Let $p_i$ ($i \in \mathbb{N}^+$) be the $i^\text{th}$ prime. Is the product of the first $k$ primes always strictly greater than $p_{k+1}^2$ when $k > 3\text{?}$ (For instance, for $k=4,$ $2\cdot 3\cdot 5 \cdot 7 = 210 > 11^2\text{.)}$ If so, how would one prove it?

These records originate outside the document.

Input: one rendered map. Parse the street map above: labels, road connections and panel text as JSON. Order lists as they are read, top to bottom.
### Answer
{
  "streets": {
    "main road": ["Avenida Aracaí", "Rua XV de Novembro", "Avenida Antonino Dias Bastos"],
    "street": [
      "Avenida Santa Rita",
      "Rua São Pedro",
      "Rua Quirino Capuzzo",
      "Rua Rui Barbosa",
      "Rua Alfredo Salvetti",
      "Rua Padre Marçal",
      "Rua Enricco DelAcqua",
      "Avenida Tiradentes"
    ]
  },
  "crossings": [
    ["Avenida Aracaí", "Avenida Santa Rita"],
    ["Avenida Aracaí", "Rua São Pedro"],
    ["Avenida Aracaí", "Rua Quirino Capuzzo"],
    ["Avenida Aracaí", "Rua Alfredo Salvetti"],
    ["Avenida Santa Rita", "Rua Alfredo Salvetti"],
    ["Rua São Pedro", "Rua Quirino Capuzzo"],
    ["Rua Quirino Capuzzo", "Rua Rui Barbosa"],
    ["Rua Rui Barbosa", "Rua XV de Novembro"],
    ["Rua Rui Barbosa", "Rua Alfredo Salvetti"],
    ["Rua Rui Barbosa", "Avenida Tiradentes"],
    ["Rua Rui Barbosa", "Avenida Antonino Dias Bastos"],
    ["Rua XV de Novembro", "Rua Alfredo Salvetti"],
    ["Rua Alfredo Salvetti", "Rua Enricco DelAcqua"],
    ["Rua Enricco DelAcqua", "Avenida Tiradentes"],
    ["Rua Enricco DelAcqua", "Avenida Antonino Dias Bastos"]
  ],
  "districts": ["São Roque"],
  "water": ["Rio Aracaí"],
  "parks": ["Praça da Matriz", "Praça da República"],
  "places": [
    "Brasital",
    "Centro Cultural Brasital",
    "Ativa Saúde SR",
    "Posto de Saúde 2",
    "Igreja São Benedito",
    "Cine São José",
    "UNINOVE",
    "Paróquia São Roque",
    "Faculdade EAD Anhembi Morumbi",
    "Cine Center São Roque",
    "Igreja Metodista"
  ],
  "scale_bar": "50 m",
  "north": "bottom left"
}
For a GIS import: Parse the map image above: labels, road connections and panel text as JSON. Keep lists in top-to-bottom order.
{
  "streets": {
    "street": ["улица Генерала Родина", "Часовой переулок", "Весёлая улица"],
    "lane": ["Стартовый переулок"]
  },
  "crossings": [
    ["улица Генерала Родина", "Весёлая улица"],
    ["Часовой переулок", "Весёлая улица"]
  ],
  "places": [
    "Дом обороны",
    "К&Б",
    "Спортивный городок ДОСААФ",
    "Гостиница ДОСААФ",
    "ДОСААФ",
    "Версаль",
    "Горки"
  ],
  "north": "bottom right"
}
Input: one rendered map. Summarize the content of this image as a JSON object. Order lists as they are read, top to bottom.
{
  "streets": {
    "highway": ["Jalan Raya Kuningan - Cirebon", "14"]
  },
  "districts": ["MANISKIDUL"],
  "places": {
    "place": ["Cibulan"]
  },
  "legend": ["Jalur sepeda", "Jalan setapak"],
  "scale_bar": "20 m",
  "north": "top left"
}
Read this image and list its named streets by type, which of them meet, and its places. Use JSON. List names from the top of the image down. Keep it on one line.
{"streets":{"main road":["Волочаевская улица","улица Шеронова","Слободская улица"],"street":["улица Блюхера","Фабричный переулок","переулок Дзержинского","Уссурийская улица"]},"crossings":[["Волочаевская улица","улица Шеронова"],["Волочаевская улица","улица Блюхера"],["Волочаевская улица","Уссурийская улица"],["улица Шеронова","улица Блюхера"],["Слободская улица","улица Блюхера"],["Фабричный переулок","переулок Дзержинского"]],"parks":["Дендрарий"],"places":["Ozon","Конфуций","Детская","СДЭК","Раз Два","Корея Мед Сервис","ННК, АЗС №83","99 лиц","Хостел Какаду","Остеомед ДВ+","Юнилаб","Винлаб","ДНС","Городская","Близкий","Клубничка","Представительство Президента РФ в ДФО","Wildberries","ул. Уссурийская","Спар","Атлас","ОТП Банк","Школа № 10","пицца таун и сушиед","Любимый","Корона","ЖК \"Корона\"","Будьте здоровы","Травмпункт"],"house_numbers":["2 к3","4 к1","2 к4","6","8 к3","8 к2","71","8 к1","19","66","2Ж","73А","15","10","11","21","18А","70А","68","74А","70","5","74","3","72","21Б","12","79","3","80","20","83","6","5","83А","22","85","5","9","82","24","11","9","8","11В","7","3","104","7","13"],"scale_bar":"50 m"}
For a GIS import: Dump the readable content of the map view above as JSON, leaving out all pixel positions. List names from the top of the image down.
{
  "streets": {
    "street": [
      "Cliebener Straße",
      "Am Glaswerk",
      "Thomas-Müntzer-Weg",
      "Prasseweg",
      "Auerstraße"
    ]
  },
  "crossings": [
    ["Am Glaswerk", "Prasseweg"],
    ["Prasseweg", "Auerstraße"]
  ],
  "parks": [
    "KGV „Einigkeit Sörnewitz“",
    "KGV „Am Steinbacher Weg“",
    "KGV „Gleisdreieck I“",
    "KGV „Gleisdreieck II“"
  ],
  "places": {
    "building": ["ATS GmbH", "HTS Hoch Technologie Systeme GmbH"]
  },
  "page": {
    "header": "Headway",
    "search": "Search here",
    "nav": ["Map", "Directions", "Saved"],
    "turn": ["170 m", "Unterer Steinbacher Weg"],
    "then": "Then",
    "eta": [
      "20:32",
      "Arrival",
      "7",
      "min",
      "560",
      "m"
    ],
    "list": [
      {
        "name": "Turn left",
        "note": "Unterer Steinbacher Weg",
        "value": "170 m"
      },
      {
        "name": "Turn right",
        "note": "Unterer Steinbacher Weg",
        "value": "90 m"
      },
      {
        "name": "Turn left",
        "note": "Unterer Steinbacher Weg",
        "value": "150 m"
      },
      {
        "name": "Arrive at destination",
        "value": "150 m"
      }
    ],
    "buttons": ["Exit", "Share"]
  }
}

I'm not sure how I would use induction, because there are arbitrarily large prime gaps, but not much is known about where they are in the sequence of primes, other than that a gap of size $n$ can always be found starting at $n!.$
On
Here's what I think is a simpler approach than the answer by Mike. We proceed by induction. Suppose for some $k > 4$
$\displaystyle\prod_{i=1}^{k-1} p_i > p_k^2.\tag*{}$
The base case, $k=5$, can be verified by direct computation. Now we note that $p_n > 4$ for $n > 4$. We multiply the above inequality by $p_k$ on the left and $4$ on the right, which preserves the inequality:
$\displaystyle\prod_{i=1}^k p_i > 4p_k^2.\tag*{}$
By Bertrand's postulate, $p_{n+1} < 2p_n$ or $2 > p_{n+1}/p_n$. Thus
$\displaystyle\prod_{i=1}^k p_i > \left(\frac{p_{k+1}}{p_k}\right)^2p_k^2 = p_{k+1}^2\tag*{}$
which completes the induction step.
For $k \ge 7$ , yes.
There are only $6$ primes less than $16$. So on the one hand, the product $\prod_{i=1}^k p_i$ of the first $k$ primes for $k \ge 7$ is at least $$(2 \times 3 \times 5 \times 7 \times 11 \times 13) \times 16^{k-6}$$ $$> 4^6 \times 16^{k-6}.$$ By Bertrand's postulate on the other hand [which has been established], $p_{k+1} \le 2^{k+1}$ and so $p^2_{k+1} \le 4^{k+1}$.
But the inequality $$\prod_{i=1}^k p_i$$ $$\ge (2 \times 3 \times 5 \times 7 \times 11 \times 13) \times 16^{k-6}$$ $$> \ 4^6 \times 16^{k-6}$$ $$\ge 4^{k+1} \ge p^2_{k+1}$$ holds for all $k \ge 7$.